----- LISTED ENTRIES -----
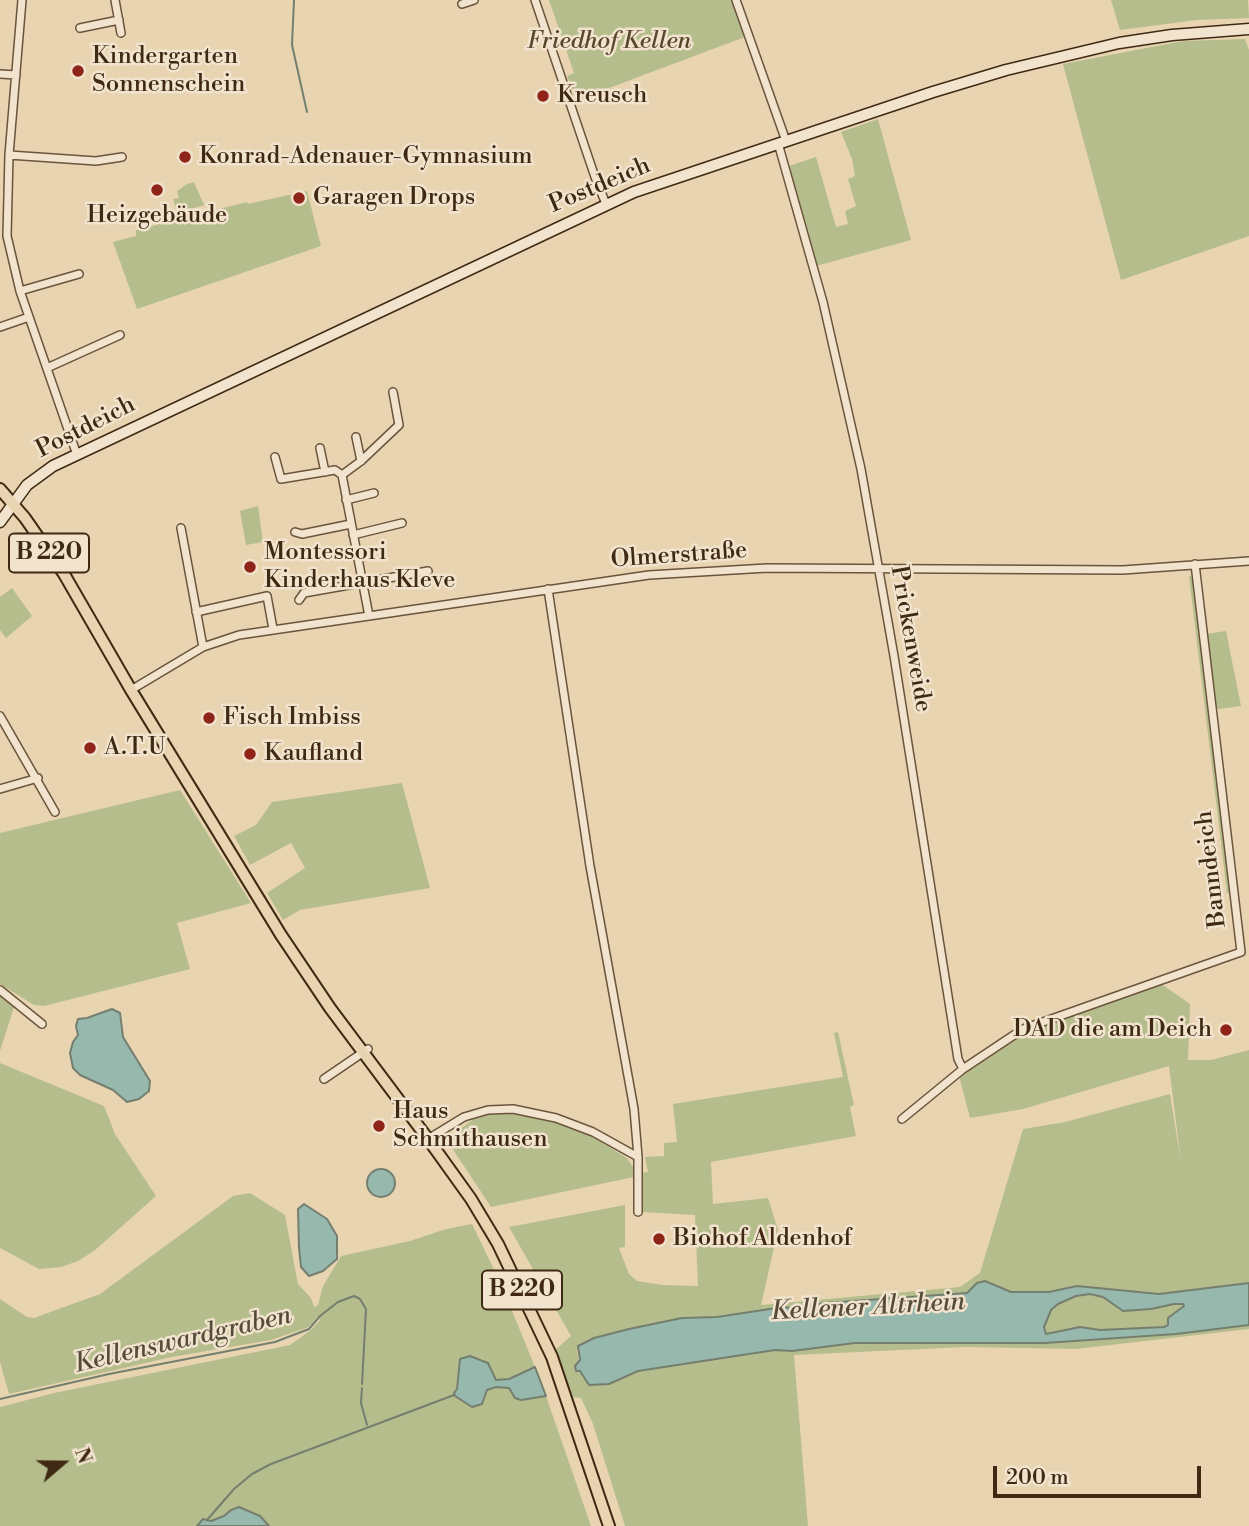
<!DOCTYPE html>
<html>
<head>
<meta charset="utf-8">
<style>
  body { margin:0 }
  #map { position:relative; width:1249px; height:1526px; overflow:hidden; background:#e9d4b2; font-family:"Libre Bodoni",serif }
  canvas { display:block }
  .north { position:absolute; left:28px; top:1428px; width:70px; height:70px; -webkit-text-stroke:5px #f1e3cd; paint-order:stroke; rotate:70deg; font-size:19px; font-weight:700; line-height:28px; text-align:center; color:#3f2913 }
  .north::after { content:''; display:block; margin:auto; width:24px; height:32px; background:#3f2913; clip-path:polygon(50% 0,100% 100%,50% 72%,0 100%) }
  .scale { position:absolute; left:993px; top:1466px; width:208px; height:32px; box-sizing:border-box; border:4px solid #3f2913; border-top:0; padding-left:9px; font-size:21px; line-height:24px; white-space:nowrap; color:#3f2913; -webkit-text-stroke:5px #f1e3cd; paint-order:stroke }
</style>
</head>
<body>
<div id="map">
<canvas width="1249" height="1526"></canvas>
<div class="north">N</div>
<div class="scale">200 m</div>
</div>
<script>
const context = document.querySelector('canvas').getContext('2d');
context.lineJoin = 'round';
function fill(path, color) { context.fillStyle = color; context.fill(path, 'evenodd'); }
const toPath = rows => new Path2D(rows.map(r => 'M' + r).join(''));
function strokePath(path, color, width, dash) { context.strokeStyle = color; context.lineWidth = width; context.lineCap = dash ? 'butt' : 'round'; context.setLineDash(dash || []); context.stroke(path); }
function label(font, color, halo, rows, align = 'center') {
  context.font = font + ' "Libre Bodoni",serif'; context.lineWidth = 5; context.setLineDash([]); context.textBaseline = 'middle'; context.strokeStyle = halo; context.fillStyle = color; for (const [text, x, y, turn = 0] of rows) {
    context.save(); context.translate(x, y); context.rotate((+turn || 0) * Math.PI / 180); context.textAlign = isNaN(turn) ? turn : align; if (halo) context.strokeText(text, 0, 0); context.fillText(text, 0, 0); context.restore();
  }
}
const green = toPath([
  [549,0,732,0,745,37,577,100,567,76,574,73],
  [1111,0,1248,0,1249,18,1197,20,1120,30],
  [1245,39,1249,50,1249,236,1121,280,1063,64,1183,41],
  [878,119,911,240,816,266,789,166,816,157,836,227,848,224,845,211,856,206,848,179,855,176,852,159,841,132],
  [194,182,204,205,185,211,184,207,176,209,173,199,179,198,177,191,187,184],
  [307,191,321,246,137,309,113,242,136,236,136,230,247,202,248,204],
  [258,506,263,542,246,545,240,511],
  [1189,576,1193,577,1232,893,1227,893],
  [12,588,32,616,6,638,0,630,0,597],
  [1226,631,1241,706,1219,709,1215,707,1206,634],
  [402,783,430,888,300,910,283,920,267,893,305,868,291,843,250,865,234,836,256,825,272,802],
  [180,790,251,903,177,923,190,969,44,1006,34,1005,0,984,0,833],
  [1160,983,1190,1004,1188,1060,1211,1060,1249,1050,1249,1283,1159,1294,1077,1286,1049,1292,1011,1292,985,1281,977,1283,967,1293,824,1303,798,1309,783,1307,717,1317,682,1318,577,1350,580,1371,589,1385,609,1384,638,1371,688,1362,775,1350,792,1351,855,1343,1045,1343,1176,1334,1249,1325,1249,1329,1076,1349,965,1347,794,1355,808,1526,625,1526,593,1424,581,1398,572,1397,554,1351,571,1336,509,1227,625,1205,625,1247,619,1248,629,1274,637,1281,663,1285,698,1286,695,1215,643,1212,640,1194,641,1173,648,1172,645,1157,664,1156,664,1143,677,1142,673,1104,843,1077,834,1033,838,1032,854,1105,850,1107,856,1136,711,1162,713,1204,768,1198,778,1230,761,1305,960,1287,980,1273,1023,1129,1065,1122,1170,1094,1181,1162,1169,1066,1023,1109,970,1118,959,1076,1018,1033],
  [0,996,14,1007,0,1051],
  [0,1063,104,1106,115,1134,156,1196,94,1251,78,1261,61,1267,39,1269,0,1248],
  [508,1112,562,1124,595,1138,627,1158,633,1167,634,1177,491,1207,446,1139,474,1119,492,1114],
  [250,1193,285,1215,298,1284,311,1298,314,1307,318,1305,323,1286,341,1256,410,1241,446,1229,472,1224,502,1286,535,1367,509,1379,495,1380,488,1363,482,1359,465,1357,460,1360,455,1396,472,1407,484,1402,487,1390,496,1387,509,1388,512,1394,521,1400,546,1396,591,1526,269,1526,267,1522,231,1510,224,1516,211,1521,203,1519,197,1526,0,1526,0,1407,54,1393,290,1345,311,1330,320,1320,317,1317,309,1327,271,1340,172,1357,9,1394,0,1362,0,1299,27,1317,34,1318,100,1294,233,1196],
  [1090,1294,1102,1297,1118,1308,1151,1309,1174,1304,1184,1304,1184,1306,1164,1327,1100,1330,1080,1327,1046,1335,1044,1327,1051,1310,1058,1304,1076,1296]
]);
const water = toPath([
  [112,1009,120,1013,123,1037,150,1081,149,1091,139,1099,127,1102,113,1090,80,1075,73,1068,70,1053,73,1042,78,1035,76,1026,78,1019,87,1018,112,1009],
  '367 1183a14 14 0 1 1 28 0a14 14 0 1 1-28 0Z',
  [304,1204,327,1219,337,1236,337,1259,323,1271,309,1276,301,1267,299,1248,298,1209,304,1204],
  [985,1281,1011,1292,1049,1292,1077,1286,1159,1294,1249,1283,1249,1325,1176,1334,1045,1343,855,1343,792,1351,775,1350,638,1371,609,1384,589,1385,580,1371,576,1371,575,1366,580,1360,578,1346,594,1338,629,1329,682,1318,717,1317,783,1307,798,1309,824,1303,967,1293,977,1283,985,1281],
  [1090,1294,1103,1297,1123,1311,1151,1309,1174,1304,1183,1304,1184,1306,1168,1318,1168,1325,1164,1327,1100,1330,1080,1327,1046,1334,1044,1327,1051,1310,1058,1304,1076,1296,1090,1294],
  [470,1356,488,1363,496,1380,509,1379,535,1367,546,1396,521,1400,515,1398,509,1388,496,1387,487,1390,482,1404,472,1407,455,1396,454,1393,457,1389,460,1359,470,1356],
  [239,1507,260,1516,269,1526,197,1526,203,1519,211,1521,224,1516,231,1510,239,1507]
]);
const stream = toPath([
  [294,0,292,45,307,112],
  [362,1388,361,1403,367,1425],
  [0,1399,109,1374,275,1342,309,1329,320,1316,338,1302,354,1296,360,1299,366,1309,362,1384],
  [207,1520,234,1489,252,1474,271,1464,454,1395]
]);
const street = toPath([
  [22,0,9,155,7,236,20,291,77,455],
  [115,0,121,33],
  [535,0,595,177,606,204],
  [736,0,786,141],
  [462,4,474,0],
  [80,28,119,20],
  [0,74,16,75],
  [778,143,823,302,861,469,894,656,958,1059,963,1069,902,1119],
  [9,155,96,161,122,157],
  [20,291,79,274],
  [0,327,29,317],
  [47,368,120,335],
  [356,437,361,461],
  [320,448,325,472],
  [275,457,281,479,335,470,342,475],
  [346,500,374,493],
  [181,528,203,647],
  [295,532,302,534,351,524],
  [353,535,402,523],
  [548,589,590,866,634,1109,638,1157,638,1212],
  [299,600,304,593,428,571],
  [196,612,267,596,273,629],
  [369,616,342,475,361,461,399,425,393,392],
  [131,690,203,647,239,635,649,575,767,568,1123,570,1249,561],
  [0,716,55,812],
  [0,789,38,778],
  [0,990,42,1024],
  [963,1069,1023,1029,1241,952,1195,564],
  [324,1079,368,1049],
  [428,1139,464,1117,488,1110,513,1109,556,1118,593,1132,638,1157]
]);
const secondary = toPath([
  [0,522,27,485,53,466,634,192,933,92,1006,70,1119,43,1172,35,1249,29]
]);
const primary = toPath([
  [0,489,25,518,64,574,131,690,281,935,330,1008,428,1139,471,1199,498,1244,552,1357,609,1526]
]);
const markers = [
  [78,71,7,"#8f2418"],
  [543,96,7,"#8f2418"],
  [185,157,7,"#8f2418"],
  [157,190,7,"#8f2418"],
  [299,198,7,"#8f2418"],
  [250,567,7,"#8f2418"],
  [209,718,7,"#8f2418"],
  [90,748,7,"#8f2418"],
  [250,754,7,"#8f2418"],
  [1226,1030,7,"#8f2418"],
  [379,1126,7,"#8f2418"],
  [659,1239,7,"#8f2418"]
];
const shields = [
  [49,553,80],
  [522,1290,80]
];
const shieldNames = [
  ["B 220",49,553],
  ["B 220",522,1290]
];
const parkNames = [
  ["Friedhof Kellen",609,42]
];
const poiNames = [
  ["Kindergarten",92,57],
  ["Sonnenschein",92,85],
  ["Kreusch",557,96],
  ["Konrad-Adenauer-Gymnasium",199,157],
  ["Garagen Drops",313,198],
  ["Heizgebäude",157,216,"center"],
  ["Montessori",264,553],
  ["Kinderhaus Kleve",264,581],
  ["Fisch Imbiss",223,718],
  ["A.T.U",104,748],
  ["Kaufland",264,754],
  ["DAD die am Deich",1212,1030,"right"],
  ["Haus",393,1112],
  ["Schmithausen",393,1140],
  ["Biohof Aldenhof",673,1239]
];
const streetNames = [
  ["Postdeich",600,186,-23],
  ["Postdeich",86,428,-27],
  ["Olmerstraße",679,556,-4],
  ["Prickenweide",910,639,80],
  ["Banndeich",1212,869,-97]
];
const waterNames = [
  ["Kellener Altrhein",868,1308,-3],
  ["Kellenswardgraben",183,1341,-13]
];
fill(green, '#b6bd8d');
fill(water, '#97b8ad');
strokePath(water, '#747f6f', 2);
strokePath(stream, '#747f6f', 2);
strokePath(street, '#6a543b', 10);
strokePath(secondary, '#3f2913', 13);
strokePath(primary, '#3f2913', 14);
strokePath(street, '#f1e3cd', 7);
strokePath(secondary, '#f1e3cd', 10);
strokePath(primary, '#e9d4b2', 10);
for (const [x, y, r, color] of markers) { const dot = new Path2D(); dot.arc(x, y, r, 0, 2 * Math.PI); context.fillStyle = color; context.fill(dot); strokePath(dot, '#f1e3cd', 2.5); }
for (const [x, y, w] of shields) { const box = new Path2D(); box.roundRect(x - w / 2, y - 19.5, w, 39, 5); context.fillStyle = '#f1e3cd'; context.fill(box); strokePath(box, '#3f2913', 2); }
label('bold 23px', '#3f2913', null, shieldNames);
label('italic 24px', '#57472b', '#f1e3cd', parkNames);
label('24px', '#3f2913', '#f1e3cd', poiNames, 'left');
label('24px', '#3f2913', '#f1e3cd', streetNames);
label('italic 26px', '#554d3a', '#f1e3cd', waterNames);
</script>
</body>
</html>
-----
• TASK: Please return all lines in the material above that include the word "setLineDash".

• SOLUTION TO THE PROBLEM:
function strokePath(path, color, width, dash) { context.strokeStyle = color; context.lineWidth = width; context.lineCap = dash ? 'butt' : 'round'; context.setLineDash(dash || []); context.stroke(path); }
  context.font = font + ' "Libre Bodoni",serif'; context.lineWidth = 5; context.setLineDash([]); context.textBaseline = 'middle'; context.strokeStyle = halo; context.fillStyle = color; for (const [text, x, y, turn = 0] of rows) {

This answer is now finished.